◆ Task goal
Across all entries below, how many lines include "text"? Only the number, please.

(Collected data)
━━━━━━

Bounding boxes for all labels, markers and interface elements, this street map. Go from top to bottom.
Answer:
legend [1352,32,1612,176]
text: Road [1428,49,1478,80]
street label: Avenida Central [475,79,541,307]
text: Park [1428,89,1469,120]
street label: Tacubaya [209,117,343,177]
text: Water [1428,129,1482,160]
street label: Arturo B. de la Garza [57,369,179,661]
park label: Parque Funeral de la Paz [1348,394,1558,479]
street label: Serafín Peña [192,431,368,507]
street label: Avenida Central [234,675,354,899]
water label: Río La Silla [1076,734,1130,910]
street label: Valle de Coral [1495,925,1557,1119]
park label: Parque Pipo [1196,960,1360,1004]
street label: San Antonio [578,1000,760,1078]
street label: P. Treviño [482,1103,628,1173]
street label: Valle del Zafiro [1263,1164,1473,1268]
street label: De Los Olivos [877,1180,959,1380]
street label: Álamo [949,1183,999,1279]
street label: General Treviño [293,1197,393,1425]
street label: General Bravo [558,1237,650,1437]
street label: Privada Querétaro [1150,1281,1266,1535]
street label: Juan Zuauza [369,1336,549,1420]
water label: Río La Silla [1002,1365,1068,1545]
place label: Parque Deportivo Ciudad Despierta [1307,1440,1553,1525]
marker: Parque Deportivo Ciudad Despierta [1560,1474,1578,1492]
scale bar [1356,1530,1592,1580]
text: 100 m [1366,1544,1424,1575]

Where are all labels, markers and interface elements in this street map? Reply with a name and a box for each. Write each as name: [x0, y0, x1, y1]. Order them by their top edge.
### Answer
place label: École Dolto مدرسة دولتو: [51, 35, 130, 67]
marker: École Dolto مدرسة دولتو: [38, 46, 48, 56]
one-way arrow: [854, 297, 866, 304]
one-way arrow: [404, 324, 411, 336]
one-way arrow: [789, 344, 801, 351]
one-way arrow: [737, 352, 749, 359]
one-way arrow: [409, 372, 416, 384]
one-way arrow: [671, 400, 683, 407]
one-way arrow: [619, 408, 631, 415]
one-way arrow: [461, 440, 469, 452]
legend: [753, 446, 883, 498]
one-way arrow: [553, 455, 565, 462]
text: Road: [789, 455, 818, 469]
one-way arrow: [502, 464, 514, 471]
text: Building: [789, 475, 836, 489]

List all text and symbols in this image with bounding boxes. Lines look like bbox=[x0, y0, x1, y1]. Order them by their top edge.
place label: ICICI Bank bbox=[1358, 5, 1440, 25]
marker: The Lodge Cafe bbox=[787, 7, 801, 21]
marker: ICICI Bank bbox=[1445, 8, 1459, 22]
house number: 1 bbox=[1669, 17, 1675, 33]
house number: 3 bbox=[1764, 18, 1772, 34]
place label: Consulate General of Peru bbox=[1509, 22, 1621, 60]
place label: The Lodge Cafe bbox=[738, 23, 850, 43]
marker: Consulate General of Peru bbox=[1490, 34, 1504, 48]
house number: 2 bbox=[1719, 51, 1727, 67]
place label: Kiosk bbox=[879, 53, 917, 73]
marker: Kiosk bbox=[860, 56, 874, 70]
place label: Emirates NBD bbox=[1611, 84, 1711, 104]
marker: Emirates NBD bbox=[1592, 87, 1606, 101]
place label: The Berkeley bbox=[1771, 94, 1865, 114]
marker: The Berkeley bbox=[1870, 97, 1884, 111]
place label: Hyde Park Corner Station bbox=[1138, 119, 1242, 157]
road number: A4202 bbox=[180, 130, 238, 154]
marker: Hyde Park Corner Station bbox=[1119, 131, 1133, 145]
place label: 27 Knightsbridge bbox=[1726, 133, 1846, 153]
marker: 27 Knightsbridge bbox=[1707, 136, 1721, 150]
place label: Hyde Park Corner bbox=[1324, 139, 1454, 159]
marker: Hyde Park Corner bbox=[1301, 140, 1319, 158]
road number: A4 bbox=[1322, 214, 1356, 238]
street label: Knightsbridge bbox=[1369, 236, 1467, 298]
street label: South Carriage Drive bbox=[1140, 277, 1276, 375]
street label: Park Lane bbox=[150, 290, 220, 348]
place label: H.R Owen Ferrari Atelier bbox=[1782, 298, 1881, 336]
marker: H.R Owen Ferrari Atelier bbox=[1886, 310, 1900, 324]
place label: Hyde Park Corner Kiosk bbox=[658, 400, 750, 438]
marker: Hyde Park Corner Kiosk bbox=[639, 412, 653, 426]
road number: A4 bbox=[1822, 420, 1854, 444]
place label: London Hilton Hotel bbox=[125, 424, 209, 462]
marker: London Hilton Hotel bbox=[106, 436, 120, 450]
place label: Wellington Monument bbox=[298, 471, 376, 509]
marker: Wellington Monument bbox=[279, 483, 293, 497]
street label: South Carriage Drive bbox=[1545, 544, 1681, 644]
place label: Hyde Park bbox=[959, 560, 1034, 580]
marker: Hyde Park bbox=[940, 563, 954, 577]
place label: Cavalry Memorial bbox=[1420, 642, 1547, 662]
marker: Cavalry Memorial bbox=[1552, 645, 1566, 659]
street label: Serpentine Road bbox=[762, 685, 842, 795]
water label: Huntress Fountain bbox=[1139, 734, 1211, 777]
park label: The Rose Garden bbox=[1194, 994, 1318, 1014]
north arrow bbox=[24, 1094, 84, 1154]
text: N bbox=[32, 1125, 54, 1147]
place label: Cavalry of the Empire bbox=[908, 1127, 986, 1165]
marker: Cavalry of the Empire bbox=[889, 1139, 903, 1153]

━━━━━━

◆ Solution to the exercise
8